- [DATA UNDER STUDY]
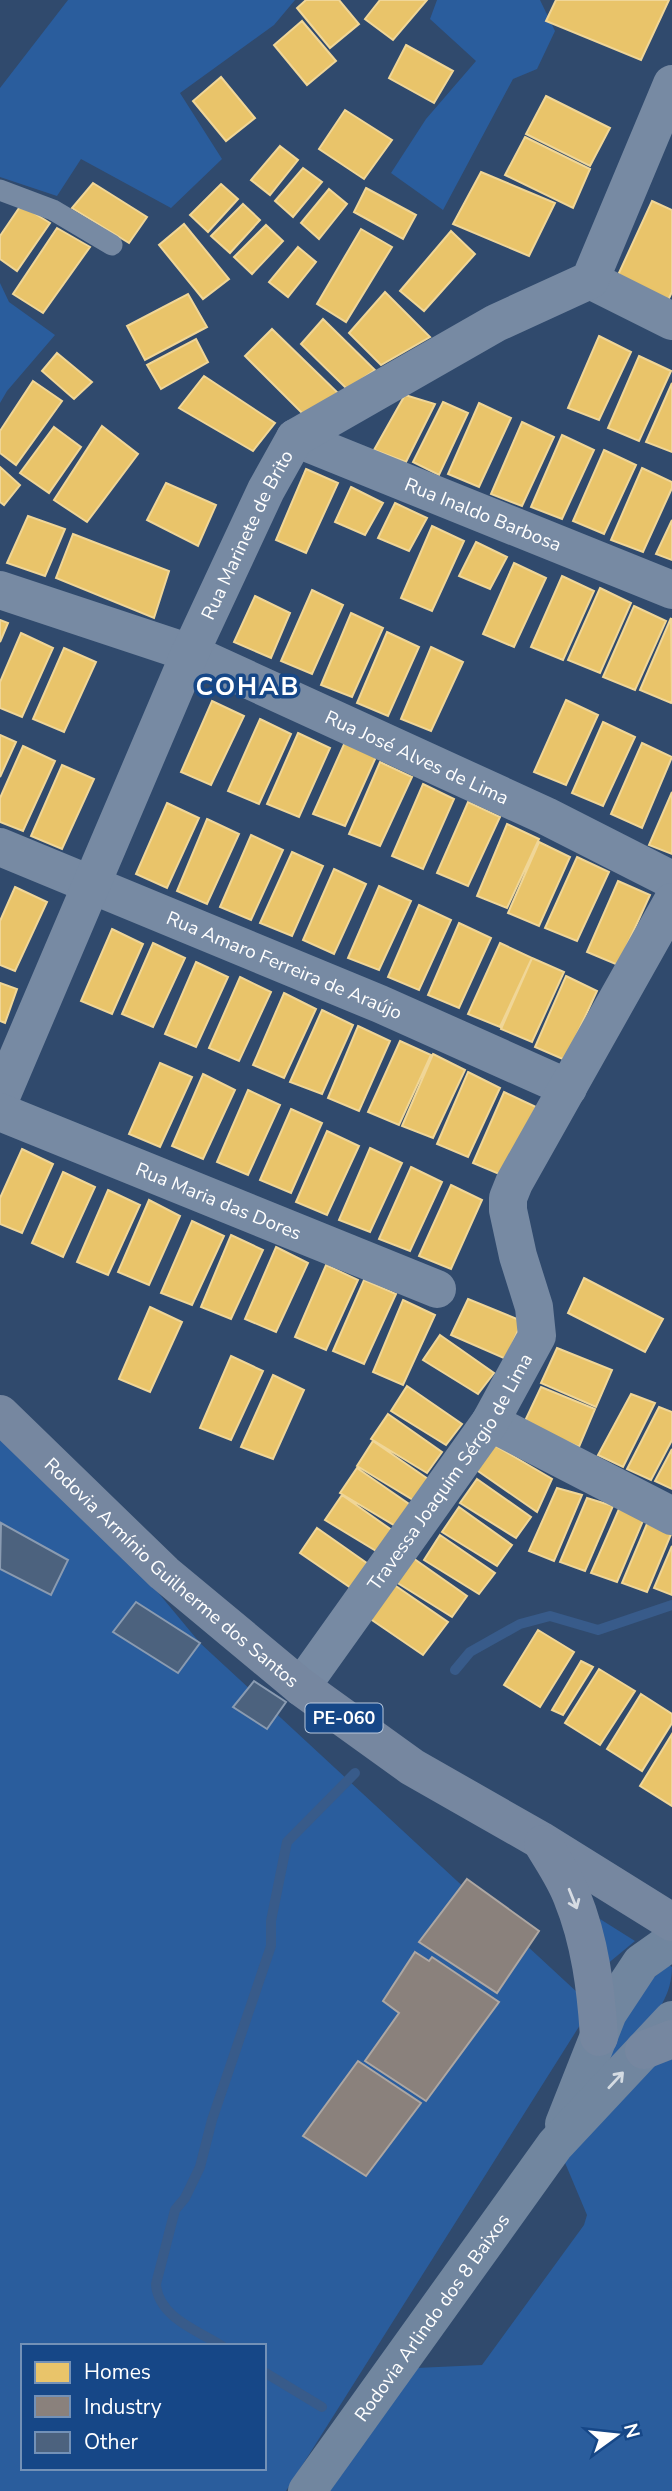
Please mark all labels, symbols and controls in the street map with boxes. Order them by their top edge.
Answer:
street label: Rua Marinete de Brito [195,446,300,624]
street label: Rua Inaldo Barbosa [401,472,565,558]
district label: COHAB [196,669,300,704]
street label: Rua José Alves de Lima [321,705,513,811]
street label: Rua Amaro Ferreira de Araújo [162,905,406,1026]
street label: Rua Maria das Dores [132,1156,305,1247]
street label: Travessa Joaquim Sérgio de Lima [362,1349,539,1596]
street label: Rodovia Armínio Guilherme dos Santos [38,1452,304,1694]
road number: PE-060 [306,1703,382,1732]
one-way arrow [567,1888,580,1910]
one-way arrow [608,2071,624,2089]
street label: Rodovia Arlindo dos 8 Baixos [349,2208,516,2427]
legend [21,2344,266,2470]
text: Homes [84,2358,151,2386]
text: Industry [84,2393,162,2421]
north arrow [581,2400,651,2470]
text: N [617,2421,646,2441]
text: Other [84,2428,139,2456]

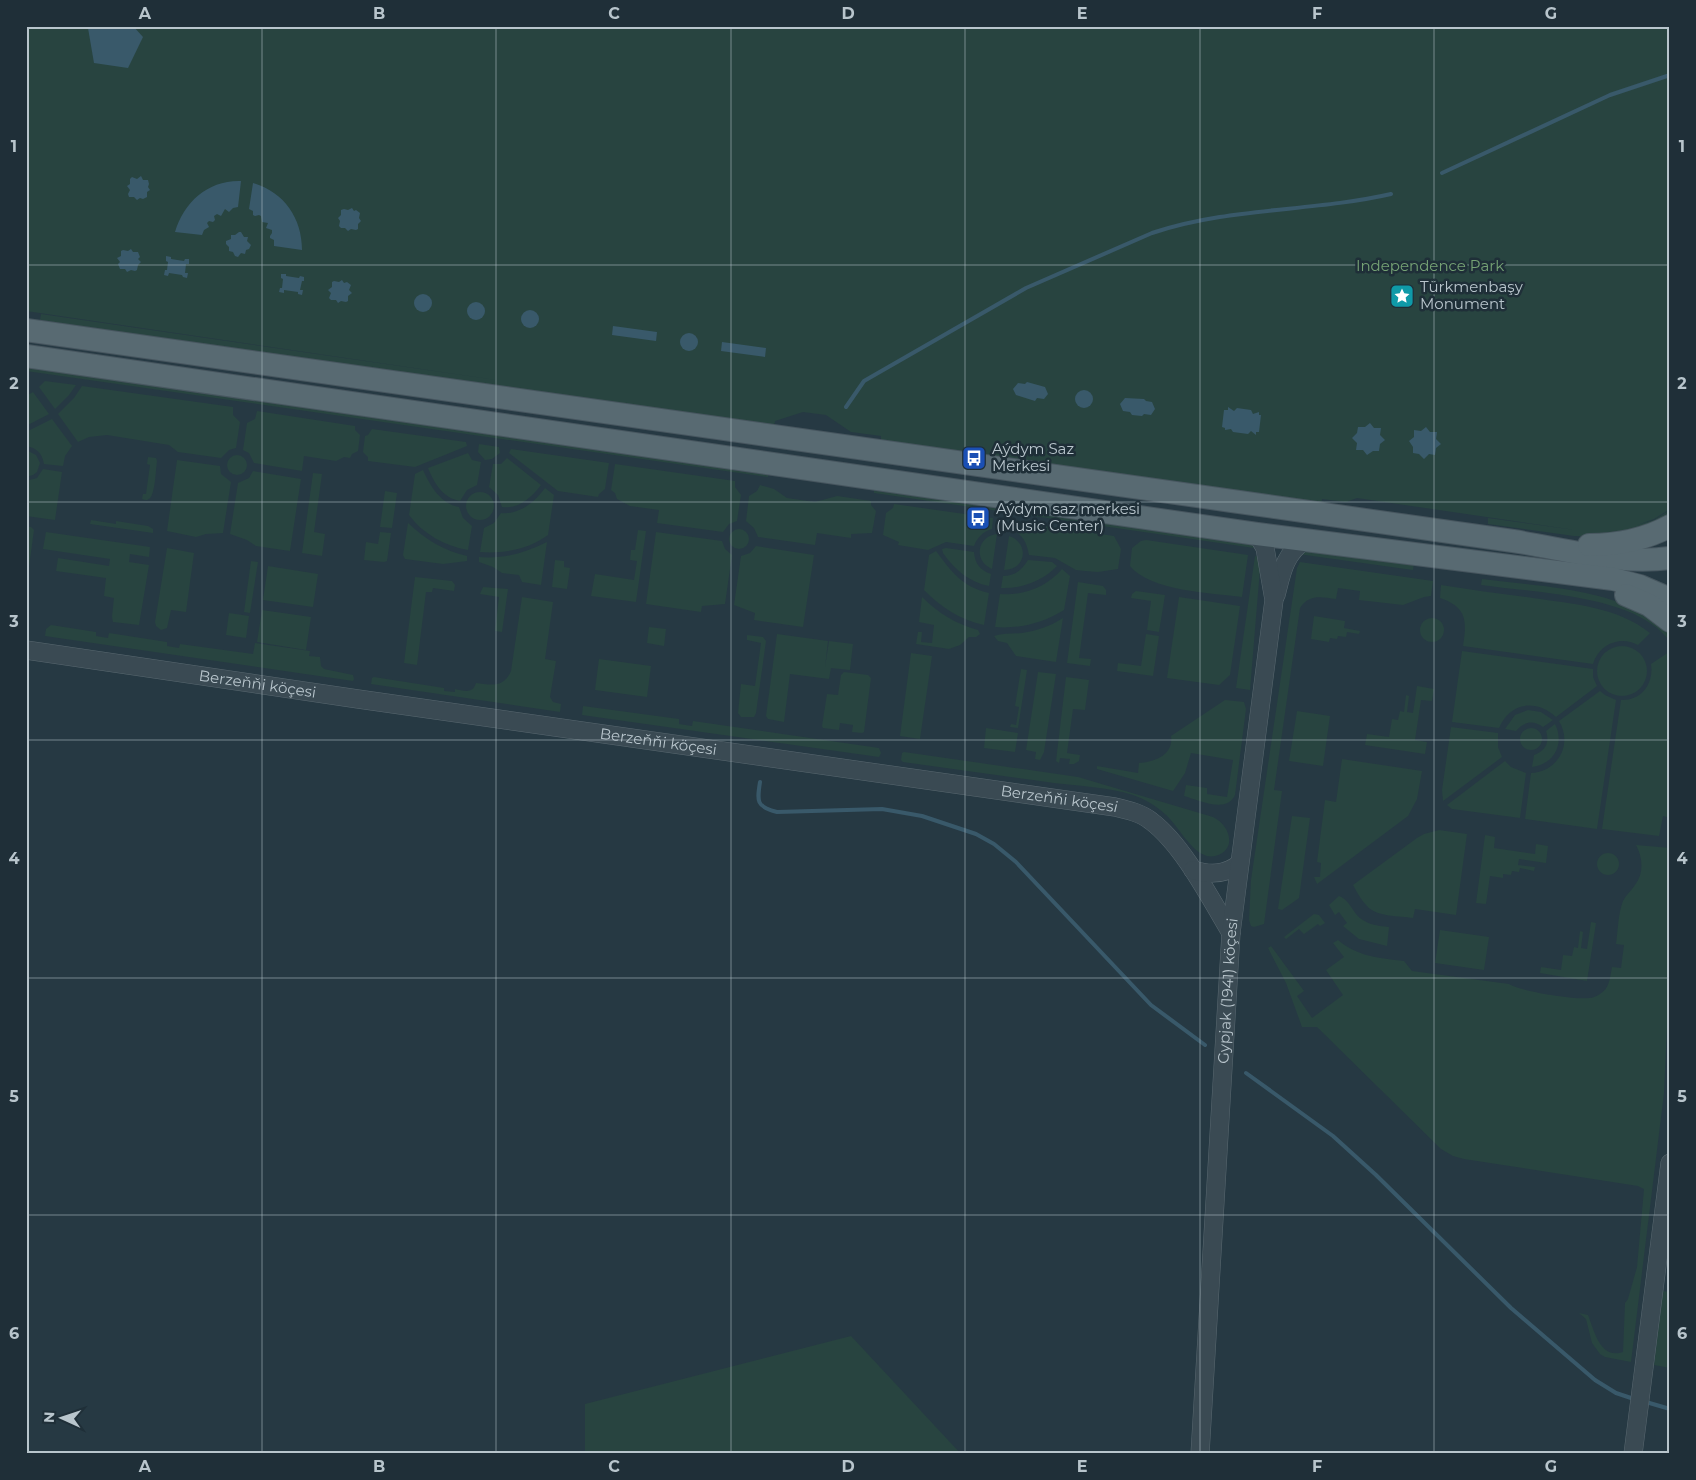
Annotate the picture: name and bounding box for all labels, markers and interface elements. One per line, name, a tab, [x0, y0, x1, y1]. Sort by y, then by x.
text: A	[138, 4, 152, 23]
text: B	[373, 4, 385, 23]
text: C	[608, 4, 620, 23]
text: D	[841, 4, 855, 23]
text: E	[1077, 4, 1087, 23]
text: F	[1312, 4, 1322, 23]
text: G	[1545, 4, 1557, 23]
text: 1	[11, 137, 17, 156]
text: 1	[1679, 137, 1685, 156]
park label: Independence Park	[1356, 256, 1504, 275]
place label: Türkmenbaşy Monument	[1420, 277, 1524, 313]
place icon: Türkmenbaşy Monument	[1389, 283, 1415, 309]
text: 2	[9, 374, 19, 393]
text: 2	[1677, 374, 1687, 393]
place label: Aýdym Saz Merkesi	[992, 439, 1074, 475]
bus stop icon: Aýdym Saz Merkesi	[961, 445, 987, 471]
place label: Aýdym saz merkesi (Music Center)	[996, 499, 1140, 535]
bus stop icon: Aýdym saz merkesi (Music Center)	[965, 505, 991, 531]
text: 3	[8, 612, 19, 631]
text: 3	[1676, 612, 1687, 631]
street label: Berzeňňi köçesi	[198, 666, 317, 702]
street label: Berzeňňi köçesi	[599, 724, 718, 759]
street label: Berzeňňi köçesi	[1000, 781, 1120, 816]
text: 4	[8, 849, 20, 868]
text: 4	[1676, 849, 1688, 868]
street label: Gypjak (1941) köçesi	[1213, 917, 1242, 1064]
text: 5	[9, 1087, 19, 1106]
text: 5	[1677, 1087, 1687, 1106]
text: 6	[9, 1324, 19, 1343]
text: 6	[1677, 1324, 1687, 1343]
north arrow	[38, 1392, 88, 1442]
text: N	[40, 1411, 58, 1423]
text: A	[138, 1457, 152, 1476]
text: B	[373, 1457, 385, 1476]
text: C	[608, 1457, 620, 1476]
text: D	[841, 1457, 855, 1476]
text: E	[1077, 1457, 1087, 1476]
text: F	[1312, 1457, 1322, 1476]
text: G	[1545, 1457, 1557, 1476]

- [HOW TO COMPLETE THIS TASK]
A single number is the answer here: the count of lines in the listing that hold the string "Music".

- [ANSWER AREA]
2